The supermarket giant said it will return cash it saved from the business rates holiday introduced to help struggling retailers. Chairman John Allan said the company is “conscious of our responsibilities to society” and it did not need the money after strong trading throughout the pandemic. It follows pressure from the Blue Collar Conservative group of MPs for supermarkets to give back the £1.9 billion they reaped from the tax exemption. Tory MP Esther McVey said: “Blue Collar Conservatives congratulate Tesco for the leadership it has shown in returning this money.
“They have listened and acted swiftly. We now expect the other supermarkets to follow suit.
“We will press the Chancellor to use this money to help those who have had no support at all from the government during this pandemic. “
The government has been urged to hand the cash to the hospitality sector, one of the hardest hit sectors during the crisis.
No 10 was unable to say whether the money would go back into the general spending pot or would be used to help other businesses.
A spokesman said: “We continue to provide support to businesses and we will continue to do so while it is required.”
Sainsbury’s, Asda, Aldi, Lidl, Morrisons, Waitrose and Iceland have refused to say if they will follow Tesco’s lead.
Co-op said the amount it has spent on protecting staff and customers outweighed the savings.
It added: “Given the huge uncertainty we’re facing into still and the ongoing costs we are incurring, we’ll consider our approach in terms of the Government support we’ve received at year end.”
Analysis found Tesco, Sainsbury’s, Asda, Morrisons, Aldi and Lidl would save around £1.87 billion as a result of the rates holiday, around a sixth of the total £10.1 billion bill that has been written off for all businesses this year.
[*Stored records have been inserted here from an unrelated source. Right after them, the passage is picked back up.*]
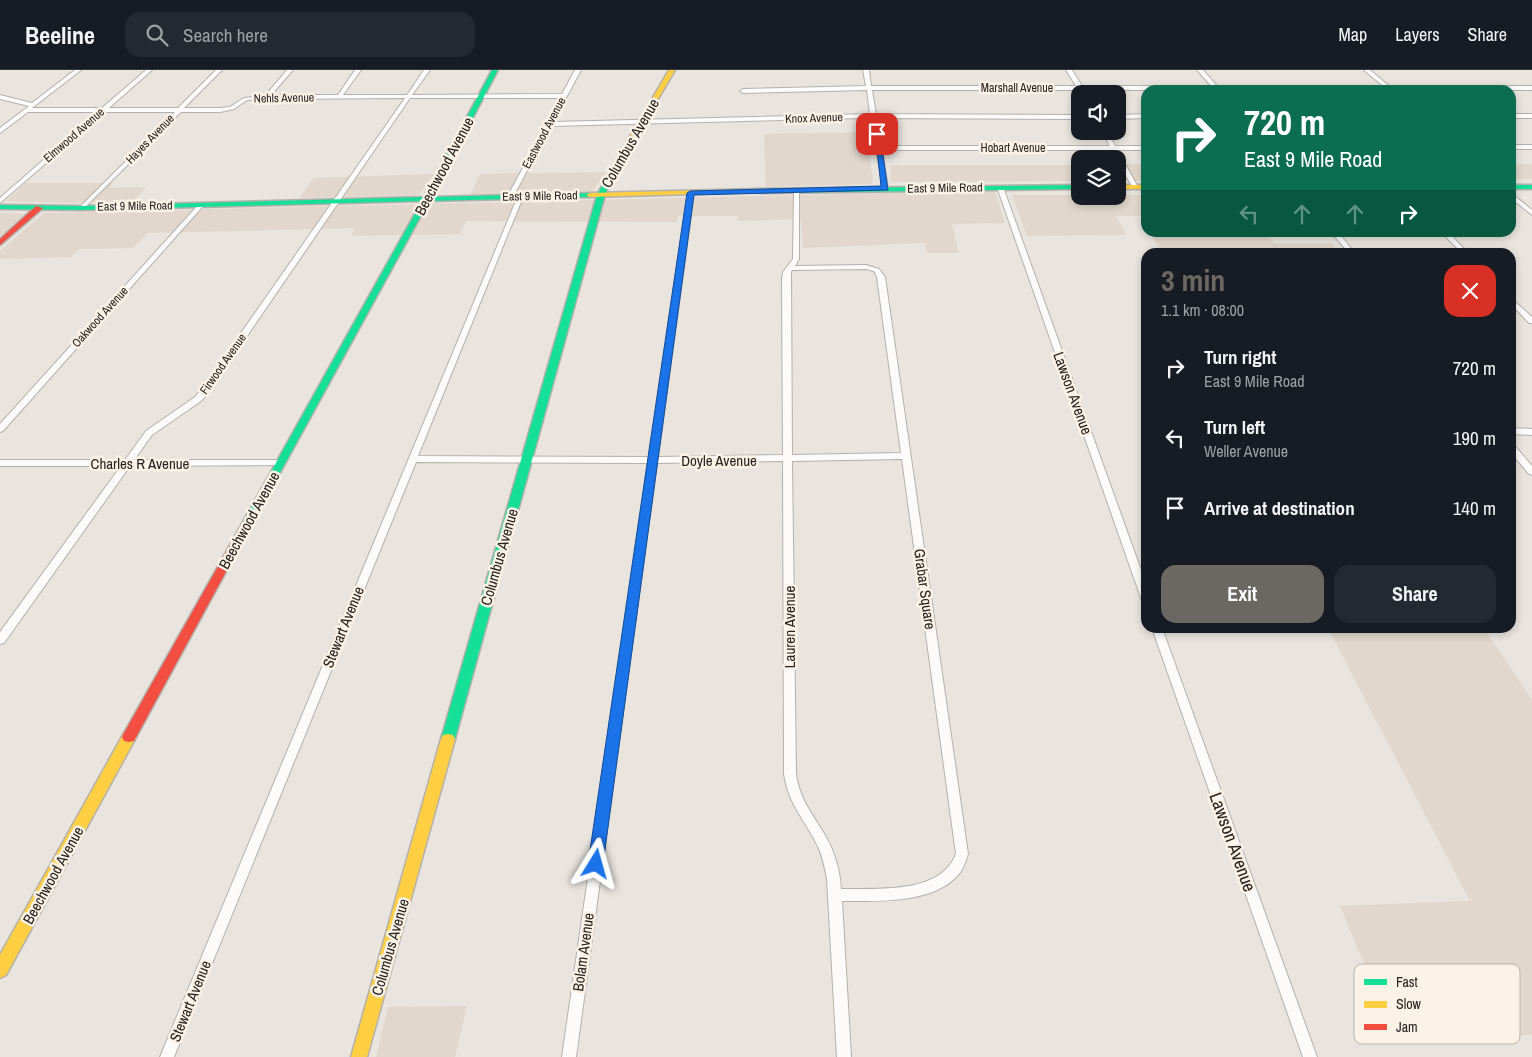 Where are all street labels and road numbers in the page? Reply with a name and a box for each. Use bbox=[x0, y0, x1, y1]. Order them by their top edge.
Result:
street label: Marshall Avenue bbox=[981, 80, 1053, 96]
street label: Nehls Avenue bbox=[254, 89, 314, 107]
street label: Columbus Avenue bbox=[596, 94, 664, 191]
street label: Eastwood Avenue bbox=[518, 95, 570, 171]
street label: Elmwood Avenue bbox=[40, 104, 108, 166]
street label: Knox Avenue bbox=[785, 109, 843, 127]
street label: Hayes Avenue bbox=[122, 111, 178, 167]
street label: Beechwood Avenue bbox=[409, 113, 479, 219]
street label: Hobart Avenue bbox=[981, 140, 1045, 156]
street label: East 9 Mile Road bbox=[907, 179, 983, 197]
street label: East 9 Mile Road bbox=[502, 187, 578, 205]
street label: East 9 Mile Road bbox=[97, 197, 173, 215]
street label: Oakwood Avenue bbox=[68, 283, 132, 351]
street label: Firwood Avenue bbox=[196, 330, 250, 398]
street label: Lawson Avenue bbox=[1048, 349, 1098, 437]
street label: Doyle Avenue bbox=[681, 450, 757, 471]
street label: Charles R Avenue bbox=[91, 453, 190, 474]
street label: Beechwood Avenue bbox=[214, 467, 285, 573]
street label: Columbus Avenue bbox=[475, 506, 523, 608]
street label: Grabar Square bbox=[909, 547, 941, 631]
street label: Stewart Avenue bbox=[317, 583, 369, 671]
street label: Lauren Avenue bbox=[779, 586, 800, 668]
street label: Lawson Avenue bbox=[1203, 789, 1263, 895]
street label: Beechwood Avenue bbox=[18, 822, 89, 928]
street label: Columbus Avenue bbox=[366, 896, 414, 998]
street label: Bolam Avenue bbox=[567, 911, 599, 993]
street label: Stewart Avenue bbox=[164, 957, 216, 1045] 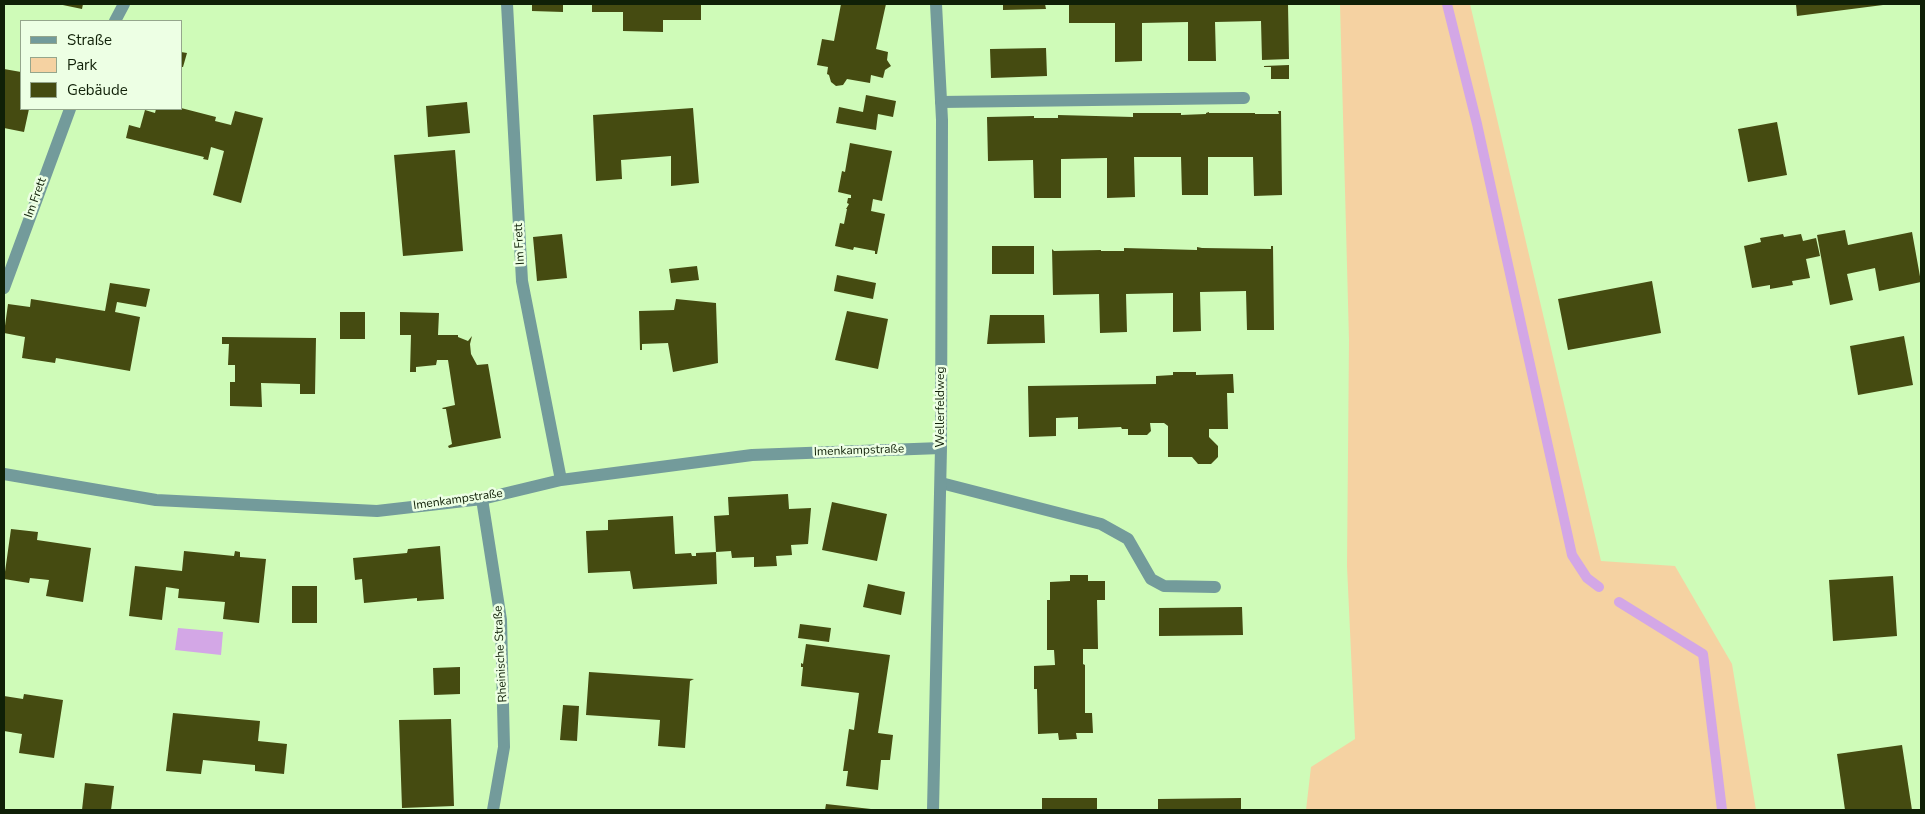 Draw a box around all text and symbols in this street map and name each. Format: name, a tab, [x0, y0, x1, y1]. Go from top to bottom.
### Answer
legend	[20, 20, 182, 110]
text: Straße	[67, 30, 112, 50]
text: Park	[67, 55, 97, 75]
text: Gebäude	[67, 80, 128, 100]
street label: Im Frett	[22, 176, 50, 220]
street label: Im Frett	[512, 223, 528, 265]
street label: Wellerfeldweg	[934, 366, 948, 448]
street label: Imenkampstraße	[814, 442, 904, 460]
street label: Imenkampstraße	[412, 487, 504, 513]
street label: Rheinische Straße	[491, 605, 511, 703] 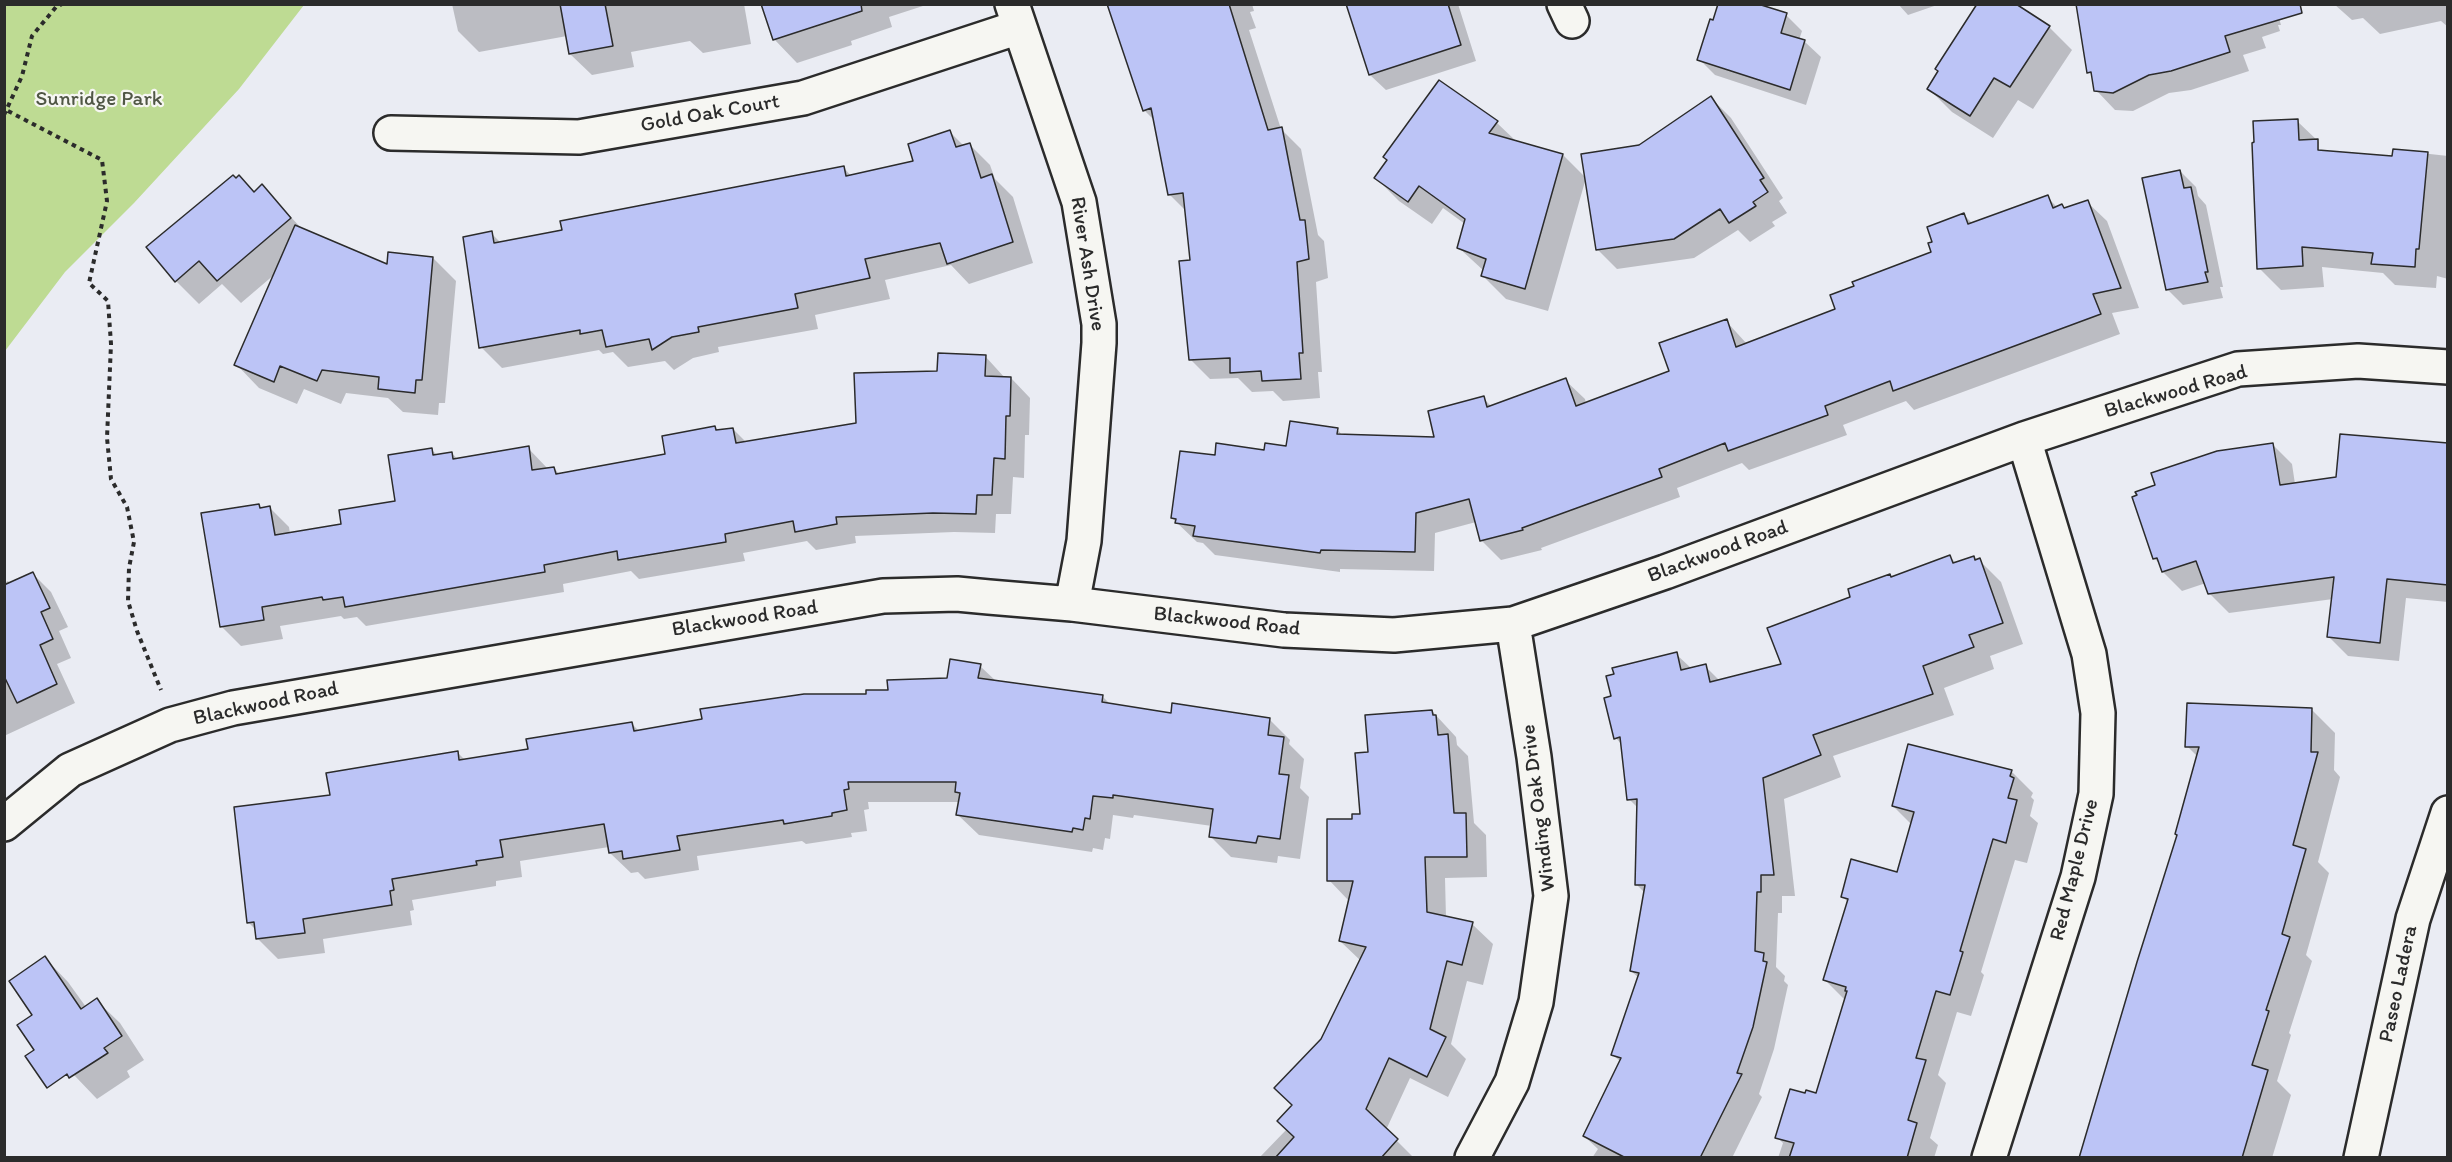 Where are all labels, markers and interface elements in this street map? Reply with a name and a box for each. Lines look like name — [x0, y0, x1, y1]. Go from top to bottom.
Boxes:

In October, Tesco revealed it made a pre-tax profit of £551 million in the six months to August 29 – an almost 29 per cent increase compared with the same period in 2019.
Tesco chief executive Ken Murphy said the company spent £725 million on improvements and safety measures – including increasing online sales.
He said: “While business rates relief was a critical support at a time of significant uncertainty, some of the potential risks we faced are now behind us.
“Giving this money back to the public is absolutely the right thing to do by our customers, colleagues and all of our stakeholders.”
Rates relief was first announced by the Chancellor for retail, leisure and hospitality firms until March 2021.
Analysis from Altus Group showed that Sainsbury’s is expected to save £498 million from its rates holiday for the year – although Sainsbury’s said it was closer to £450 million.
Asda is projected to save £297 million, Morrisons around £279 million, Aldi £109 million and Lidl £108 million, for the year.